December 12, 2013

Jamie Barnett quoted extensively on location inaccuracy of wireless 911 calls in The Oregonian and Government Technology

2 min

Venable partner and retired Navy Rear Admiral Jamie Barnett was interviewed by The Oregonian and Government Technology on December 10, 2013 about the need to improve location tracking of 911 calls made from mobile devices. Admiral Barnett serves as director of the Find Me 911 Coalition which is pushing the Federal Communications Commission (FCC) to consider new requirements for phone companies to help 911 operators better locate people calling with mobile devices.

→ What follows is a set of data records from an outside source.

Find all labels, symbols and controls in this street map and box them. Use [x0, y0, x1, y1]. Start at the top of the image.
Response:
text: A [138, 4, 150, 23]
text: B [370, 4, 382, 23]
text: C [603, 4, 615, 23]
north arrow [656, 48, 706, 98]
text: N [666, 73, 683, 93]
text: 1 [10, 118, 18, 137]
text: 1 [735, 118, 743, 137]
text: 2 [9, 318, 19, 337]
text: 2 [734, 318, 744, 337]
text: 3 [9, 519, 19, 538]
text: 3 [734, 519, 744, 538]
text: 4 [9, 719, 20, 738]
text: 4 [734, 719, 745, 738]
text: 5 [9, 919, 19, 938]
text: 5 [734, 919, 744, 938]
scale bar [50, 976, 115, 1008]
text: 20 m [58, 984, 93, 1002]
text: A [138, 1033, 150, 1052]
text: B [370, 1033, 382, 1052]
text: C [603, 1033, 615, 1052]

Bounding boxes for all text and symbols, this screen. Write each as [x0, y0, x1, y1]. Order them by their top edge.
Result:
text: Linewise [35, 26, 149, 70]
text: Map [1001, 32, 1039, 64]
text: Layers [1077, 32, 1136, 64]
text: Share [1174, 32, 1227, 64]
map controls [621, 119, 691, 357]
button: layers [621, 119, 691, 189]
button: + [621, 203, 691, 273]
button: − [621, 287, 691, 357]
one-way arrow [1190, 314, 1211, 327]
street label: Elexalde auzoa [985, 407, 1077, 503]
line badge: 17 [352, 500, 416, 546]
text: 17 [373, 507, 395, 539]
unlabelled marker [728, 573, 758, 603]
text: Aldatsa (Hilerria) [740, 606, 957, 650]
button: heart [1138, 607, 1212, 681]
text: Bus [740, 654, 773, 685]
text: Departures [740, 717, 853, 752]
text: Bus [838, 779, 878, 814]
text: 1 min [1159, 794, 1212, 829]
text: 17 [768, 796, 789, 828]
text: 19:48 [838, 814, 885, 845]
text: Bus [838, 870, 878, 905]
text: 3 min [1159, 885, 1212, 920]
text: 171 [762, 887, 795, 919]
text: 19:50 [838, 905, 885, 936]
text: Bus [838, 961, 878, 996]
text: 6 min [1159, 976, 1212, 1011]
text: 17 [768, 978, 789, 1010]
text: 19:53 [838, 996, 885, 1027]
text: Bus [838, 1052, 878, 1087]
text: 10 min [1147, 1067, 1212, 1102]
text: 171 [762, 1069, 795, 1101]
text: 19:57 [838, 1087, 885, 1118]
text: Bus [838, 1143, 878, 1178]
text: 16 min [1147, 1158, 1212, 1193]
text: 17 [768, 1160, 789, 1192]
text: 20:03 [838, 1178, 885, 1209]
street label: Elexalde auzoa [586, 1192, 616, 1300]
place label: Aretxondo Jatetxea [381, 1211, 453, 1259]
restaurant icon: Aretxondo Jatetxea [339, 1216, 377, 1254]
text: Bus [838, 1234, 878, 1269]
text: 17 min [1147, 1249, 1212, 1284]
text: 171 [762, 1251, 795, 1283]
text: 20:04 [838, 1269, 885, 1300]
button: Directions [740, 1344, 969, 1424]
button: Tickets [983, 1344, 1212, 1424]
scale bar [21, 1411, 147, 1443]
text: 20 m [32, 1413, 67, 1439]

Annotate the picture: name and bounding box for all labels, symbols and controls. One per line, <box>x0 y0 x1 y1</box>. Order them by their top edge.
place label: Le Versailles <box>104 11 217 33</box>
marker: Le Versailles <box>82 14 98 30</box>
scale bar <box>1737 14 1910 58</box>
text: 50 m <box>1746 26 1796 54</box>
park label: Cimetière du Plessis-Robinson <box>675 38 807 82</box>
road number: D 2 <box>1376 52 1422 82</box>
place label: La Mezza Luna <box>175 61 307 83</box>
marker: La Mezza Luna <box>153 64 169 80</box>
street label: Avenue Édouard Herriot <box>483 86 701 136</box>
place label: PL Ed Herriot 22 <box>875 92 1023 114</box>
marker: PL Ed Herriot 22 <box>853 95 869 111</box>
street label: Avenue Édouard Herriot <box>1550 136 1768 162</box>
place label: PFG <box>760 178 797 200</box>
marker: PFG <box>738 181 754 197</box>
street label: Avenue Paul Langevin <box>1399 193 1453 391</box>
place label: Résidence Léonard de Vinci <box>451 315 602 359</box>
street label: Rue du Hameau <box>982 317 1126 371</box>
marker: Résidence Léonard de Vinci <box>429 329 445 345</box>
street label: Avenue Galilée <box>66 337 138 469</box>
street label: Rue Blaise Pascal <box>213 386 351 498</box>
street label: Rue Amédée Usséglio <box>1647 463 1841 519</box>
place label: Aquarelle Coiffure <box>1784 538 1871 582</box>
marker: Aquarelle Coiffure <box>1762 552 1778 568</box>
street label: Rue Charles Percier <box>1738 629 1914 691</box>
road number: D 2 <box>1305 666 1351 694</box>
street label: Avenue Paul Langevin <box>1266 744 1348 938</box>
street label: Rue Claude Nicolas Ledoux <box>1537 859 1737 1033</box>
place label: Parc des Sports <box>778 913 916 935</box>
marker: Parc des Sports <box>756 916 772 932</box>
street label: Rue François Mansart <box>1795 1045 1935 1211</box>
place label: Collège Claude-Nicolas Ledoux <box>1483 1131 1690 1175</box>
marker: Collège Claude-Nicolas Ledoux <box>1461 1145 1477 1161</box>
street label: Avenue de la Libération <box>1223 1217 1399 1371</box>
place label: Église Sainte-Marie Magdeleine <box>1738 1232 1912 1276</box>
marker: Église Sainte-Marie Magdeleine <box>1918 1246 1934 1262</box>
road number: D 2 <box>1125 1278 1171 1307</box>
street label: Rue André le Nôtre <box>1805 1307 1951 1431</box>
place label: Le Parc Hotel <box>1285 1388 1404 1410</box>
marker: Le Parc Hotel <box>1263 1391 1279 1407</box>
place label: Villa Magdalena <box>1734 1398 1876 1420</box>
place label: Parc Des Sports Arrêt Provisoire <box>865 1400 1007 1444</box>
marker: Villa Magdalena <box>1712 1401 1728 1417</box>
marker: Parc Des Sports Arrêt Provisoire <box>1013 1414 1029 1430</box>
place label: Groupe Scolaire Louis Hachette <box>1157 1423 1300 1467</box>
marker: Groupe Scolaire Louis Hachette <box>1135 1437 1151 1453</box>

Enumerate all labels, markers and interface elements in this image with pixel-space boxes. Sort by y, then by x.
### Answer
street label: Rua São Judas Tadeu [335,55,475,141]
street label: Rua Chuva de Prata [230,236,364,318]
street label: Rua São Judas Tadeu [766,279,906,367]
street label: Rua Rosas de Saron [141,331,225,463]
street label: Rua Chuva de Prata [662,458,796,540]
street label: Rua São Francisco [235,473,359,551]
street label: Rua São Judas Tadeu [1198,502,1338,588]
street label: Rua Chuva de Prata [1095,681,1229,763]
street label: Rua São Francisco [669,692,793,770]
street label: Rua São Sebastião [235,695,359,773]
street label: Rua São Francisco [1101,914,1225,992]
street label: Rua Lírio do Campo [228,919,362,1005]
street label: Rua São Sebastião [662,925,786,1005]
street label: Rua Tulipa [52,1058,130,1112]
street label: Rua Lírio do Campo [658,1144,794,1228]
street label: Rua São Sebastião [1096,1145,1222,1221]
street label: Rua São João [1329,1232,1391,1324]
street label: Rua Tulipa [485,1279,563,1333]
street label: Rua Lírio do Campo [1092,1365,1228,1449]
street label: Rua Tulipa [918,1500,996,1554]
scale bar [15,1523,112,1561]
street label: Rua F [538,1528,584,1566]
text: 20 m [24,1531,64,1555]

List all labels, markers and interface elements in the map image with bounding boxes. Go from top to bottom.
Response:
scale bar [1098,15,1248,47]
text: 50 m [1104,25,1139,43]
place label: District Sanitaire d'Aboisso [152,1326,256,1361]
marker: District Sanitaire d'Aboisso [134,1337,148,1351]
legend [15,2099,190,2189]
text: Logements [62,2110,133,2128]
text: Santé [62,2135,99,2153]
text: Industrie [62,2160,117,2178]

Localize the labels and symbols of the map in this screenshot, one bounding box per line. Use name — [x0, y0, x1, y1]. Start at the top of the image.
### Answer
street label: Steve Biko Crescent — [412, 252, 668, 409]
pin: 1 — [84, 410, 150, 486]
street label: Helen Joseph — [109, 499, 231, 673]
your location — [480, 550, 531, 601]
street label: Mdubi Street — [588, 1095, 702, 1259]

Speaking to The Oregonian, he said “If you use a cell phone, you probably think that a 911 operator can find you if you call in an emergency. Unfortunately, that assumption could be fatally flawed.” For example, half of the 911 calls from cellphones in North Carolina over the past year did not include accurate location data to find a caller, he told Government Technology. Current regulations don’t account for smartphones overtaking landlines as the primary method of calling 911, said Barnett. When someone dials 911 from a landline, an operator has a clear fix on the person’s location because the phone is tied to a physical address. But when a person calls 911 from a smartphone, wireless companies rely heavily on GPS to determine the caller’s location. GPS can work well, he said, when a satellite has an unobstructed view of an outdoor target. But calls placed from inside structures and urban areas can be a problem. Of the 240 million 911 calls per year, 70 percent – and rising – are coming from wireless devices and 56 percent of those are from indoors, Barnett explained.

Wireless companies should be using a hybrid of GPS and other tracking technologies such as round-trip time (RTT) or Advanced Forward Link Trilateration (AFLT) to improve location accuracy, Barnett said.

“What we [Find Me 911] say is that the FCC should adopt indoor location requirements that will in essence require either better technology or a combination of technologies that will work indoors, but also solve the outdoor problem, rather than just going to the kind of single technology that the wireless carriers have done over the past four or five years,” he concluded.